Pada era sekarang, tren yang cukup menonjol adalah datangnya komunitas Indo bukan dari pertalian dengan generasi Indo zaman Hindia Belanda. Namun meningkatnya populasi warga Indo terutama di Indonesia, disebabkan karena faktor.pernikahan campur antara WNI dengan warga negata asing darj negara Barat lain, seperti Perancis, Inggris, Australia, Amerika, Rusia, Jerman dan lainnya. Pelarian mahasiswa zaman Orde Lama di Rusia, Ceko, Slovakia dan Polandia yang tidak dapat pulang ke Indonesia dan dicabut paspornya karena dicap sebagai anggota PKI oleh Soeharto, banyak akhirnya menikahi perempuan setempat dan menghasilkan generasi - generasi Indo di Eropa Timur.

Distribusi Orang Indo di berbagai negara telah cukup banyak berkontribusi dalam mengharumkan nama bangsa. Di Kaledonia Baru, seorang perempuan Indo - Perancis bernama Corinne Voisin berhasil menjabat sebagai walikota La Foa. Seorang Indo - Perancis lainnya, Pierre Coffin, berhasil mengharumkan nama Indonesia dengan menciptakan animasi Minions yang booming sejagad raya. Pierre Coffin merupakan putera dari sastrawati legendaris Indonesia, NH Dini.
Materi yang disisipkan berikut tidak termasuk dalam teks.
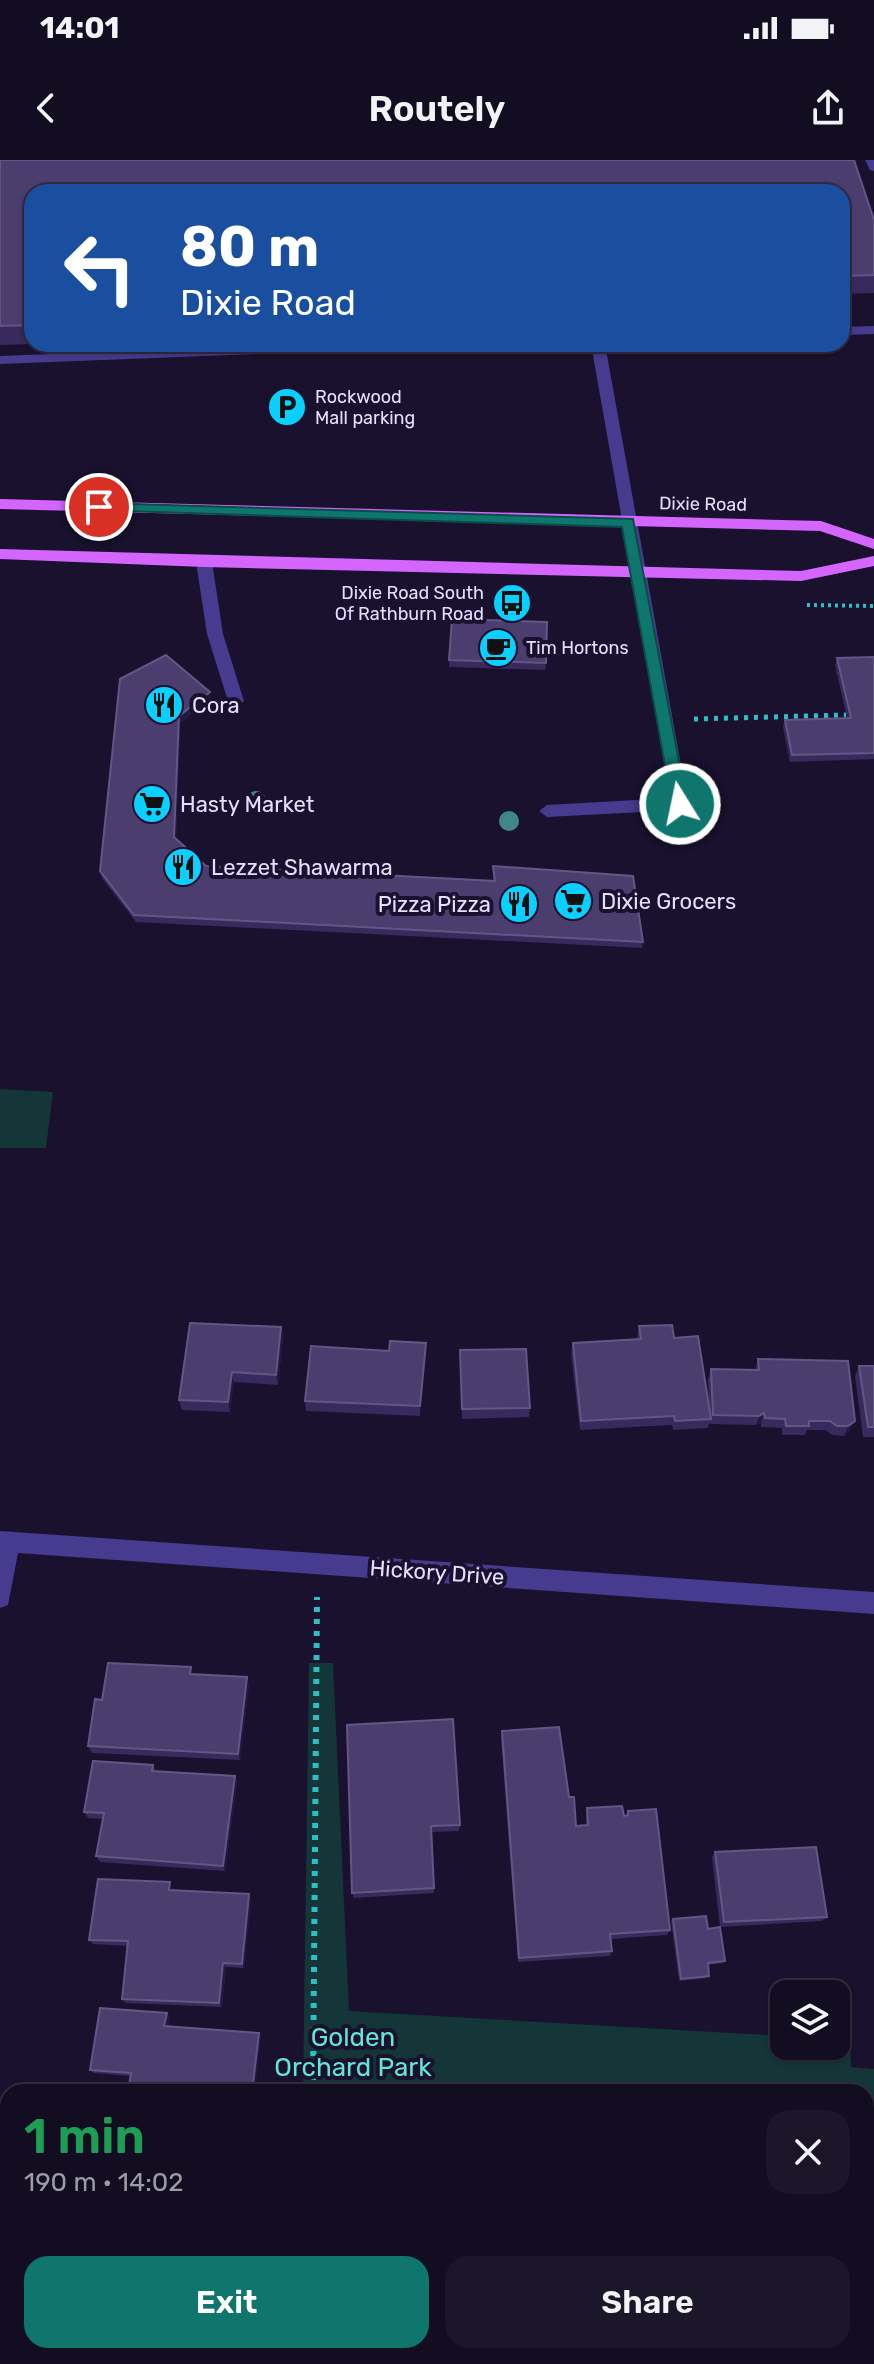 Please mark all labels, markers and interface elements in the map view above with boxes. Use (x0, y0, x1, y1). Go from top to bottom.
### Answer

Di Australia, Jessica Mauboy, seorang penyanyi berdarah Indo, menuai kesuksesan menjadi Australian Idol. Di Malaysia, Kasma Booty menjadi seorang aktris legendaris yang disandingkan sebagai " Malaysia's Elizabeth Taylor". VJ MTV Nadya Hutagalung juga menuai sukses di ranah regional sebagai juri Asia's Next Top Model.
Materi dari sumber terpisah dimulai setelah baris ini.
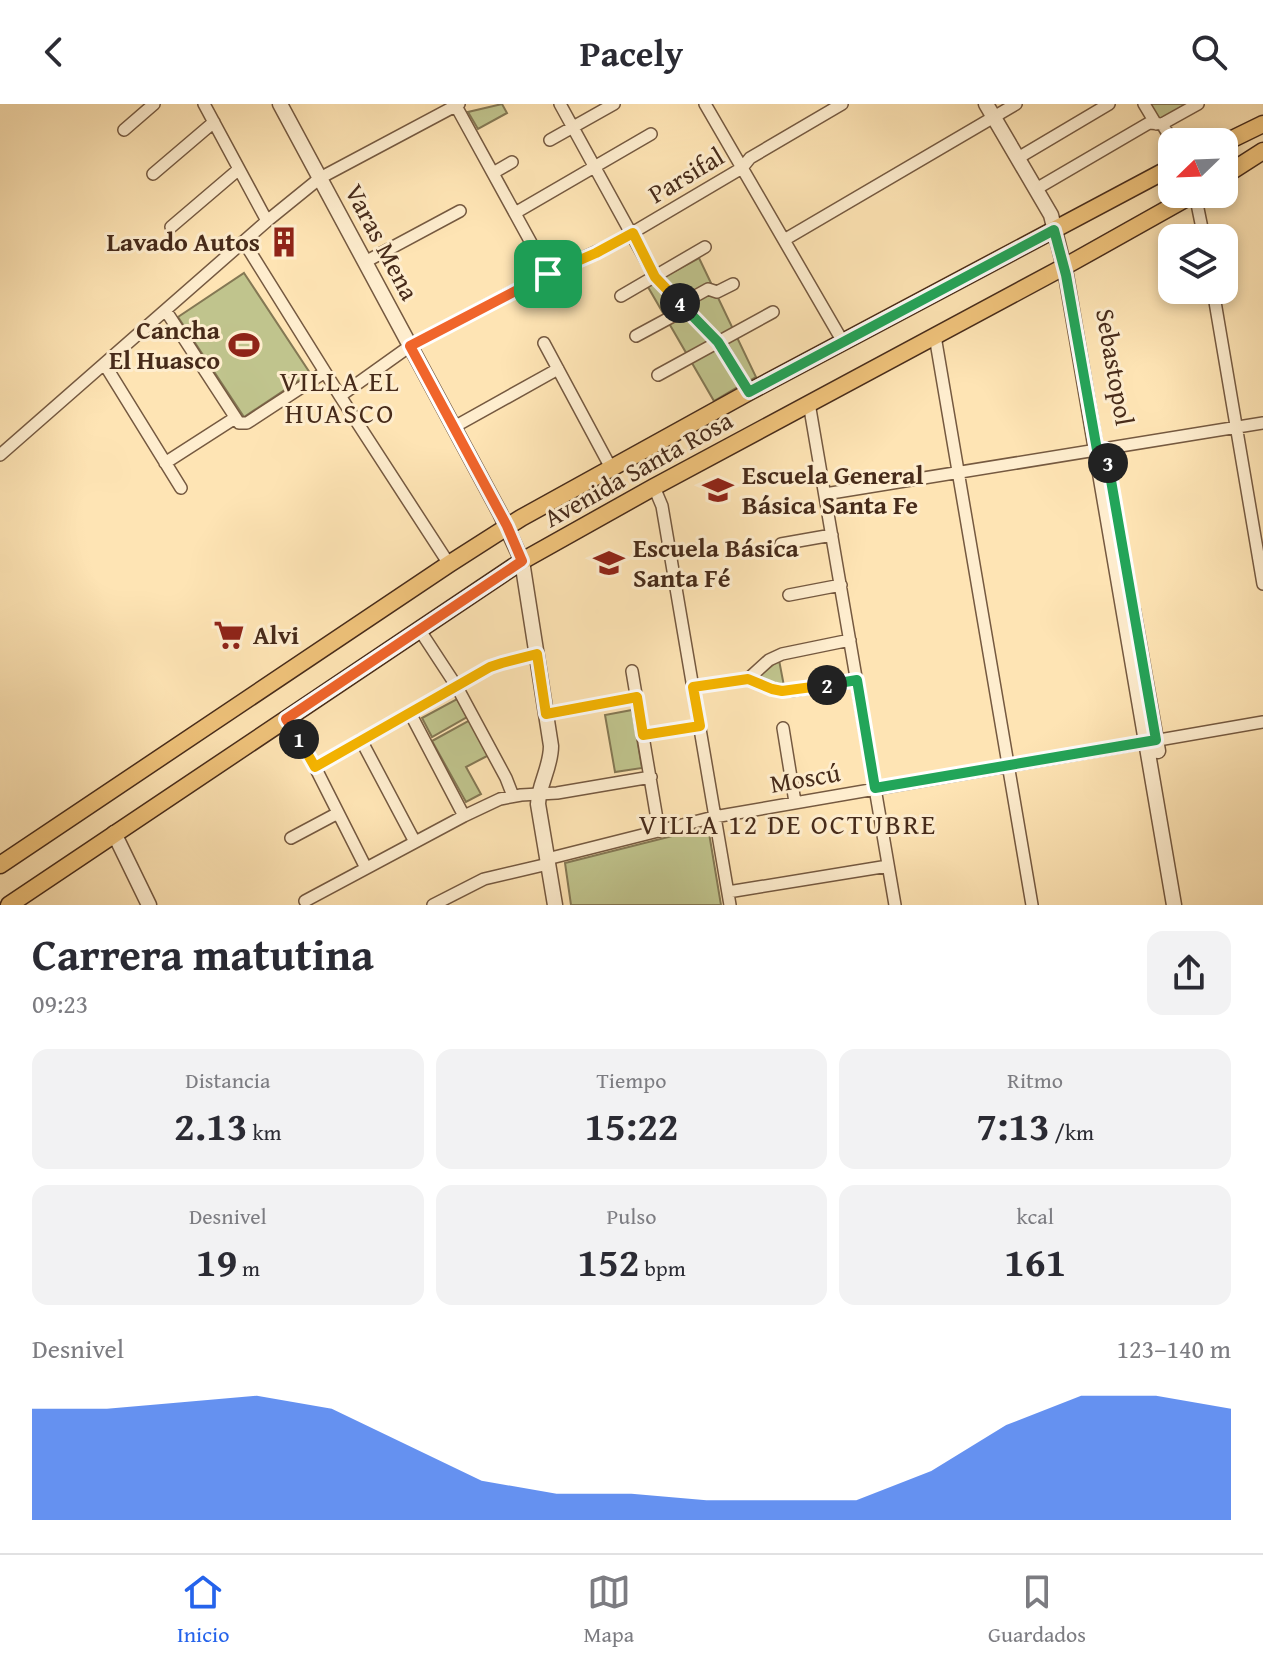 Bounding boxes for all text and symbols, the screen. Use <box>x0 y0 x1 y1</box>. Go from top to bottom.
text: Pacely <box>580 26 683 79</box>
icon: back <box>32 30 76 74</box>
icon: search <box>1187 30 1231 74</box>
north arrow <box>1158 128 1238 208</box>
map controls <box>1158 128 1238 304</box>
street label: Parsifal <box>640 137 731 213</box>
street label: Varas Mena <box>335 177 430 308</box>
place label: Lavado Autos <box>107 222 260 261</box>
button: layers <box>1158 224 1238 304</box>
building icon: Lavado Autos <box>267 225 301 259</box>
pin <box>514 240 582 308</box>
icon: arrive <box>526 252 570 296</box>
pin: 4 <box>660 283 700 323</box>
text: 4 <box>674 287 686 319</box>
street label: Sebastopol <box>1086 305 1145 428</box>
place label: Cancha El Huasco <box>109 310 221 379</box>
sports icon: Cancha El Huasco <box>227 328 261 362</box>
district label: VILLA EL HUASCO <box>279 360 401 433</box>
street label: Avenida Santa Rosa <box>536 400 740 537</box>
pin: 3 <box>1088 443 1128 483</box>
text: 3 <box>1102 447 1114 479</box>
place label: Escuela General Básica Santa Fe <box>742 455 924 524</box>
school or university icon: Escuela General Básica Santa Fe <box>701 473 735 507</box>
place label: Escuela Básica Santa Fé <box>633 528 800 597</box>
school or university icon: Escuela Básica Santa Fé <box>592 546 626 580</box>
place label: Alvi <box>253 615 299 654</box>
supermarket icon: Alvi <box>212 618 246 652</box>
pin: 2 <box>807 665 847 705</box>
text: 2 <box>821 669 833 701</box>
pin: 1 <box>279 719 319 759</box>
text: 1 <box>293 723 305 755</box>
street label: Moscú <box>767 752 843 803</box>
district label: VILLA 12 DE OCTUBRE <box>639 803 937 844</box>
text: Carrera matutina <box>32 922 374 986</box>
button: share <box>1147 931 1231 1015</box>
text: 09:23 <box>32 984 88 1023</box>
text: Distancia <box>185 1064 270 1096</box>
text: Tiempo <box>597 1064 666 1096</box>
text: Ritmo <box>1007 1064 1063 1096</box>
text: 2.13 <box>174 1096 248 1155</box>
text: 15:22 <box>584 1096 679 1155</box>
text: 7:13 <box>976 1096 1050 1155</box>
text: km <box>248 1116 282 1148</box>
text: /km <box>1050 1116 1094 1148</box>
text: Desnivel <box>189 1200 267 1232</box>
text: Pulso <box>607 1200 656 1232</box>
text: kcal <box>1016 1200 1054 1232</box>
text: 19 <box>196 1232 237 1291</box>
text: 152 <box>577 1232 640 1291</box>
text: 161 <box>1004 1232 1066 1291</box>
text: m <box>237 1252 260 1284</box>
text: bpm <box>640 1252 686 1284</box>
text: Desnivel <box>32 1329 124 1368</box>
text: 123–140 m <box>1117 1329 1231 1368</box>
tab: Inicio <box>177 1570 229 1650</box>
tab: Mapa <box>583 1570 634 1650</box>
tab: Guardados <box>988 1570 1086 1650</box>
Di Indonesia, semenjak orde Baru menormalisasi hubungan dengan Belanda dan merapat dengan Barat, orang Indo kembali mendapatkan momentum untuk bangkit dari keterpurukan. Beberapa yayasan Belanda yang memperhatikan isu - isu kemiskinan di kalangan Indo seperti yayasan Halin, mendapat dukungan pemerintah. Dunia hiburan Indonesia kemudian menjelma menjadi 'sanctuary' bagi orang Indo, yang ruang geraknya masih belum terlalu leluasa. Fenomena ini juga didukung oleh faktor melejitnya tren wajah barat dalam industri hiburan di Asia. Hal ini berlaku hingga sekarang, dan ternyata menariknya tidak hanya di Indonesia. Thailand, Filipina dan Singapura merupakan negara - negara Asia yang lebih banyak memberi porsi orang - orang Eurasia di layar kaca.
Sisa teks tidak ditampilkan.